A process for the resolution of isomers of a compound of formula I wherein R 1 s R ² represents a halogen atom or a C 1-4 alkyl group racemic acid, wherein R ¹ and R ² represent a above - racemic compound or a salt thereof with one which formula: wherein formula (H) ^R3 is a cyano or amide csoportfenil-glycyl-derivative or an acid addition salt of the resultant diastereomeric salt pair; crystals of high member itself, is separated in known manner, and it with an acid optically active - when R ^{3 in the} compound of formula (Π) has the cyano group in the 1S-trans or IR-cis configuration; if R ^{3 in the} compound of the formula (H) it is in the 1R-trans or 1S-cis configuration in the formula liberating the acid of formula (I) and, if desired, repeating the process 1 to 5 times; the diastereomeric salt remaining in the leachate is recovered in a manner known per se, and the optically active acidant of formula (I) is recovered therefrom in a manner known per se. 2. A process according to claim 1 wherein the compound of formula (Π) is (R) -2-phenylglycine nitrile. 3. The process of claim 1 wherein the compound of formula (H) is (R) -2-phenylglycine amide. 4. The process of claim 1 wherein the compound of formula (II) is (R) -2-phenylglycine amide or (R) -2-phenylglycine nitrile hydrochloride.

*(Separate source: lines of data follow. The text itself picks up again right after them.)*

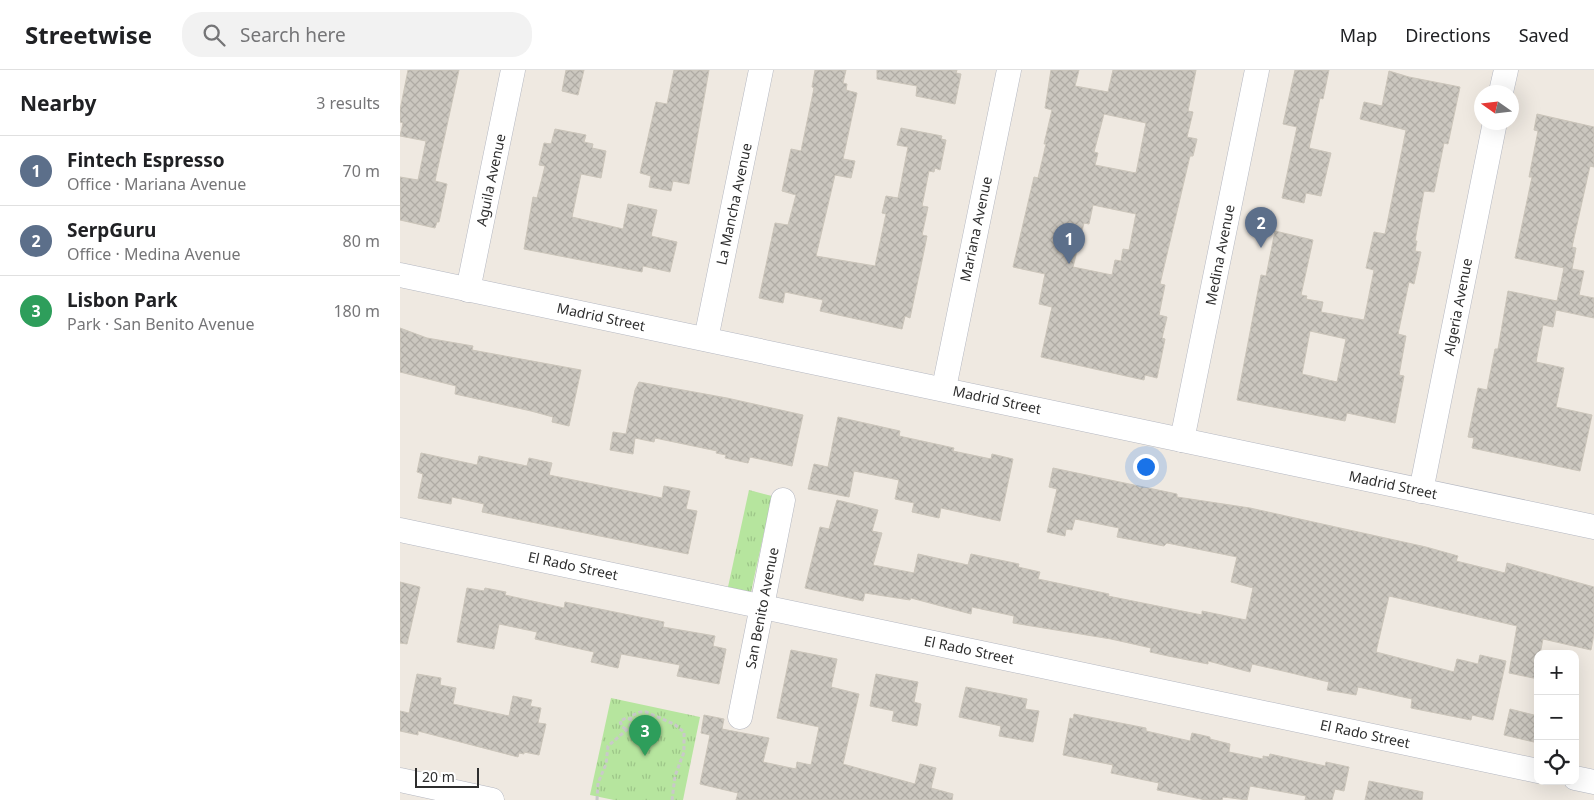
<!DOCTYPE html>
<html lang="en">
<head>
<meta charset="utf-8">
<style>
	:root { --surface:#fff; --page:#f2f2f2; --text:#202124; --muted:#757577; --line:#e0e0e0; --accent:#4264fb }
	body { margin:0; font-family:"Noto Sans",sans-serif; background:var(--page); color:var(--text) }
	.controls { position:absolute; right:15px; bottom:15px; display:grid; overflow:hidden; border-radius:10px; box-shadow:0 5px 20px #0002 }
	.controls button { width:45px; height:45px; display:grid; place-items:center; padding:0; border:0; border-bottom:1px solid var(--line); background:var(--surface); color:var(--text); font:25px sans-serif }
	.compass { position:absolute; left:1074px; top:15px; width:45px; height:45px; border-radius:50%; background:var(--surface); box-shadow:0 5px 20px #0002; rotate:284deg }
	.scale { position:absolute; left:15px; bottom:12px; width:64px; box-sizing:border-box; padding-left:5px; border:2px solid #2e2e2e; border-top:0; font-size:14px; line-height:18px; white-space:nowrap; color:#2e2e2e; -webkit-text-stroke:4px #fff; paint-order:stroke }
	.you { position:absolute; left:745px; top:396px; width:18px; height:18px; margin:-12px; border:4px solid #fff; border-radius:50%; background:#1a73e8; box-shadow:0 0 0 8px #1a73e833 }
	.badge { display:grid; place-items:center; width:32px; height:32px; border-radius:50%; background:var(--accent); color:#fff; font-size:16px; font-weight:700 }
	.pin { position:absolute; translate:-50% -41px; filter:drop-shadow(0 1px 2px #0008) }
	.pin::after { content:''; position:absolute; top:26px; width:18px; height:15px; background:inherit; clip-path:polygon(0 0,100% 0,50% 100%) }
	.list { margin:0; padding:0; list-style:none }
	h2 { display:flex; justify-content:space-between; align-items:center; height:65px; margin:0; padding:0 20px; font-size:21px }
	h2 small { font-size:16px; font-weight:400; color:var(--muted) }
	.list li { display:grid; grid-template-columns:32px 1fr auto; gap:15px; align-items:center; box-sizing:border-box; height:70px; padding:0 20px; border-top:1px solid var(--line) }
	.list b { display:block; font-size:19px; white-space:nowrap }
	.list p { margin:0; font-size:16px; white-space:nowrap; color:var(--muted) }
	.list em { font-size:16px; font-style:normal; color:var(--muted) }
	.icon { flex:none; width:28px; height:28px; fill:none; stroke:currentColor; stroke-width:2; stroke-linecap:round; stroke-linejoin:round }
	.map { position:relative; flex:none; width:1194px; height:730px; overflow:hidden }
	header { display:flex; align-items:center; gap:30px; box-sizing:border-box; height:70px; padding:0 25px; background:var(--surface); border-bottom:1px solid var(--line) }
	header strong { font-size:24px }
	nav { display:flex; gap:28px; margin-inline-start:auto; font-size:18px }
	.search { width:350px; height:45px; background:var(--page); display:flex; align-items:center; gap:12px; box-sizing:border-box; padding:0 18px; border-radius:20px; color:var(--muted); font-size:19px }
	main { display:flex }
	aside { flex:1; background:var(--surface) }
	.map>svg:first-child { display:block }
</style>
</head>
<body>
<header>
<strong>Streetwise</strong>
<div class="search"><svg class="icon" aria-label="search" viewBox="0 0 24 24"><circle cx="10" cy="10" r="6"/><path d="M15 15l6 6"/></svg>Search here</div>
<nav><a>Map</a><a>Directions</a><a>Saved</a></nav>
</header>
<main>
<aside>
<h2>Nearby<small>3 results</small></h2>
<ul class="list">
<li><span class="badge" style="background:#5c6f8a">1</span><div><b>Fintech Espresso</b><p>Office · Mariana Avenue</p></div><em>70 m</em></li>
<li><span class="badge" style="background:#5c6f8a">2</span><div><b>SerpGuru</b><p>Office · Medina Avenue</p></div><em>80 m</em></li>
<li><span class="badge" style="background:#2e9e5b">3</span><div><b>Lisbon Park</b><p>Park · San Benito Avenue</p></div><em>180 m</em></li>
</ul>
</aside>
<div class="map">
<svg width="1194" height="730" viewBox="0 0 1194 730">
	<defs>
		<pattern id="grass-tufts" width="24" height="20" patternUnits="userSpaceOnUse" patternTransform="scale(1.25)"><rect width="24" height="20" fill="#b6e59e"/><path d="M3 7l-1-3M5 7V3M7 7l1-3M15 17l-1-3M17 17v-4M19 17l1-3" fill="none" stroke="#9dc588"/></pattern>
		<pattern id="building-cross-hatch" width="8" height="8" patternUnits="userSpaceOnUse" patternTransform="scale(1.25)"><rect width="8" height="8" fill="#cbc7bf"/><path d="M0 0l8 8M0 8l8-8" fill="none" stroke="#afaba4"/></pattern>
	</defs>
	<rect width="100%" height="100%" fill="#efe9e1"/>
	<g fill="url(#grass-tufts)">
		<polygon points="349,420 372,426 351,522 328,517"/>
		<polygon points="211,628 300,647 283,730 214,730 190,725"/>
	</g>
	<g fill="url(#building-cross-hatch)" stroke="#cbc5ba" fill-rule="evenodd">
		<polygon points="8,0 59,0 35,111 47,114 39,152 37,152 35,158 0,150 0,107 18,110 26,71 0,66 3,53 0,52 0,40"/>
		<polygon points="166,0 184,0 178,25 162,21"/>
		<polygon points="274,0 309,0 289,114 273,111 271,121 249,117 251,106 240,103 256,32 267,34"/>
		<polygon points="415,0 446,0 443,13 447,14 446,20 457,23 443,89 455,91 451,108 435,105 416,186 475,196 486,144 482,143 486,126 498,128 508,77 497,75 501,58 542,66 541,69 546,70 540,100 535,98 534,102 529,101 522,136 528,137 522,165 527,166 523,186 510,248 505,246 502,259 420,241 423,230 385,222 383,233 359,228 375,153 388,155 396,125 382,121 391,79 401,81 414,18 412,17"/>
		<polygon points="477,0 557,0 556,3 561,4 555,34 516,26 517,16 477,9"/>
		<path d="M651 0H679L675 16 708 22 713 0H796L788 41 793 42 787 67 797 69 793 86H790L760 214 765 215 759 245 767 247 762 268 765 269 757 308 745 305 744 310 641 287 652 237 639 234 645 204 613 197 634 107 638 108 646 74H644L652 40 645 38ZM704 44 746 53 736 103 695 95 698 83 694 82ZM693 135 736 144 729 180 723 179 721 191 715 190 712 205 673 197 684 153 689 154Z"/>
		<polygon points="895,0 929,0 923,29 920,28 909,78 931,83 921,126 906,123 904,133 882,128 897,57 883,54"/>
		<path d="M989 1 1009 7 1060 17 1048 74 1044 73 1034 122 1024 121 1015 171H1017L1015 181 1021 182 1014 214 1009 212 998 264 1006 266 999 305 1004 306 995 353 947 343 945 351 837 330 861 205 866 206 875 161 913 170 901 225 907 226 906 229 923 232 921 242 964 250 974 200 966 198 974 162 985 164 1006 60 960 49 964 32 982 36ZM910 261 946 269 937 312 902 304Z"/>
		<polygon points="1137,44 1194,57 1194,97 1190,96 1172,177 1176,178 1172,199 1184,201 1179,225 1194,228 1194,248 1156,240 1153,257 1143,255 1136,292 1164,298 1156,337 1192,345 1180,401 1072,378 1074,368 1068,367 1078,318 1087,320 1095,279 1098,279 1108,221 1157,231 1164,198 1115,188 1132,107 1129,107 1138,61 1134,60"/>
		<polygon points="155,59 186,65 184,72 193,74 192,78 206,81 201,108 181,104 172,147 223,159 228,134 257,140 251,166 277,172 270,202 243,196 242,202 124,179 133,127 137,128 145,96 139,95 144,73 151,74"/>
		<polygon points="0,258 27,268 73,276 72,280 181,300 169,356 152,352 153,347 131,341 55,324 56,316 0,302"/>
		<polygon points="239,312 327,328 403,345 392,396 350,387 348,393 325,388 326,385 316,383 317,381 255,368 254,372 235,368 233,384 210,380 213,362 226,364 235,320"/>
		<polygon points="438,347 500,361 499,366 554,378 553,381 591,389 592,384 613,389 600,451 541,438 539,448 512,442 514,433 495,429 499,410 454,401 449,427 408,419 414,394 428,397"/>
		<polygon points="21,383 77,395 79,386 127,396 129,388 152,393 149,405 262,428 264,416 290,421 286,439 297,441 288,484 82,442 84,434 52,427 51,434 18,428 23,404 17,402"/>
		<polygon points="653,398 777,424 777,427 850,438 1026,477 1058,486 1056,491 1105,503 1107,493 1194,517 1194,564 1191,580 1143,569 1140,584 1138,584 1138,609 1109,603 1117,556 989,526 976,582 1054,602 1057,589 1078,594 1080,585 1106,591 1093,650 1072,645 1071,650 1011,638 1012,629 958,617 956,625 927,620 929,612 883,601 852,594 850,602 808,591 808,594 768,586 750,582 751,578 711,569 613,553 614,546 572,537 571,544 511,528 510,530 465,523 463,531 405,518 420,457 429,459 437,430 478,440 472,461 482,463 473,495 514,503 518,484 568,495 571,484 619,494 618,497 640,502 638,509 709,524 708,526 802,545 802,541 846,550 853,518 831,512 837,487 767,473 764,476 717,467 719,458 675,449 672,460 666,459 665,466 647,462 657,419 649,417"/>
		<polygon points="0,512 20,517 7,574 0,573"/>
		<polygon points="67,518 84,521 85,518 106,522 105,525 164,538 165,532 264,552 263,557 315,566 313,576 326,579 319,614 277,606 280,595 221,584 218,598 191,592 194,582 135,569 137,562 99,554 94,579 57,572"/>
		<polygon points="391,580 437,589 431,617 459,624 443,694 515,714 520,694 536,698 531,718 553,724 552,730 336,730 338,723 300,714 310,665 301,663 304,645 324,649 322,659 369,668 363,692 396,699 397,692 411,695 419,657 377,648"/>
		<polygon points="17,604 41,608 40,615 56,618 53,634 109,646 113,626 132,630 130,636 141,638 138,653 146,654 139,685 124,682 124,684 119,683 118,687 18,661 18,665 0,661 0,641 9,643"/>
		<polygon points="476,604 518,612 514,632 521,634 517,656 492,651 494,641 470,636"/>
		<polygon points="566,617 627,629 625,639 639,641 633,672 599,666 601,656 559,647"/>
		<polygon points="1110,639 1138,646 1138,673 1104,665"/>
		<polygon points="674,644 746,658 746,661 790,671 792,663 810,667 810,669 830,674 829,682 863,689 863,686 869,687 870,684 925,696 926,692 949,697 944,721 935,719 932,730 905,730 906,726 850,716 847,730 823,727 822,730 806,730 757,720 759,713 711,703 713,695 663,685 670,648 673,649"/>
		<polygon points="969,711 1023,722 1022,730 965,730"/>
	</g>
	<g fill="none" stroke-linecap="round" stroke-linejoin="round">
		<g stroke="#b4b7c1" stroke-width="25">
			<g id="street">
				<polyline points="1101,22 1106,0"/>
				<polyline points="0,205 1194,457"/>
				<polyline points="68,220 113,0"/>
				<polyline points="306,269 361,0"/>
				<polyline points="544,318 609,0"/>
				<polyline points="782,370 857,0"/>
				<polyline points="1021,421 1095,52"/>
				<polyline points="0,460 1138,701"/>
				<polyline points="340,647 383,430"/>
				<polyline points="1175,708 1194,712"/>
				<polyline points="0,710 92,730"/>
			</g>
		</g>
		<g stroke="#c9c9c9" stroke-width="3" stroke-dasharray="4 2.5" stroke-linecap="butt">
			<polyline points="226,659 222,657 220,651 226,648 230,649"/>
			<polyline points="197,730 198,713 206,694 208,676 230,657 231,646 240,642 246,642 274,654 284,662 284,682 275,706 272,730"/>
		</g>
		<use href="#street" stroke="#fff" stroke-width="24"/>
	</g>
	<g text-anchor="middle" stroke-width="5" stroke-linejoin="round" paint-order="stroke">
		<g font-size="14" fill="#2e2e2e" stroke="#fff">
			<text transform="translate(91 110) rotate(-78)" y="5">Aguila Avenue</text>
			<text transform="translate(334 134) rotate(-78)" y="5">La Mancha Avenue</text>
			<text transform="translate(576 159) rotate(-78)" y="5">Mariana Avenue</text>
			<text transform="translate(820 185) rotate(-79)" y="5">Medina Avenue</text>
			<text transform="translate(1058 237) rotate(-79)" y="5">Algeria Avenue</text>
			<text transform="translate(201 247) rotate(12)" y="5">Madrid Street</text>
			<text transform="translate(597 330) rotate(12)" y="5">Madrid Street</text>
			<text transform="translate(993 415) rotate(12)" y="5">Madrid Street</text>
			<text transform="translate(173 496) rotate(12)" y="5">El Rado Street</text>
			<text transform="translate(362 538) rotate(-79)" y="5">San Benito Avenue</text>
			<text transform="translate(569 580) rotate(12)" y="5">El Rado Street</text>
			<text transform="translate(965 664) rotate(12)" y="5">El Rado Street</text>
		</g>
	</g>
</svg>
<div class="controls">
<button>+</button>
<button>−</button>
<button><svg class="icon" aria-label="locate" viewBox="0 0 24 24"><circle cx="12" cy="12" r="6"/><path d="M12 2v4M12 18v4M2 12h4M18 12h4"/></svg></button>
</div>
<svg class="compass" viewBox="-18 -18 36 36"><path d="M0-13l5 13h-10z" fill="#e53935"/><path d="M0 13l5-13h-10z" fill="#757577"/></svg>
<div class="scale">20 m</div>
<div class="you"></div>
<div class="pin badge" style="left:669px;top:194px;background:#5c6f8a">1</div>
<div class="pin badge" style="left:861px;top:178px;background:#5c6f8a">2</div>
<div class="pin badge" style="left:245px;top:686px;background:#2e9e5b">3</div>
</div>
</main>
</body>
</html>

The process of claim 1, wherein the alkali metal salt of the racemic compounds of formula (I) is reacted with the resolving agent of formula (Π). 6. A process according to claim 1, wherein the diastereomeric salt is formed in a mixture of water or a C 1 -C 4 alkanol and water. The process of claim 1, wherein the resolving agent of formula (II) is used in an amount of 0.4-0-6 molar equivalents.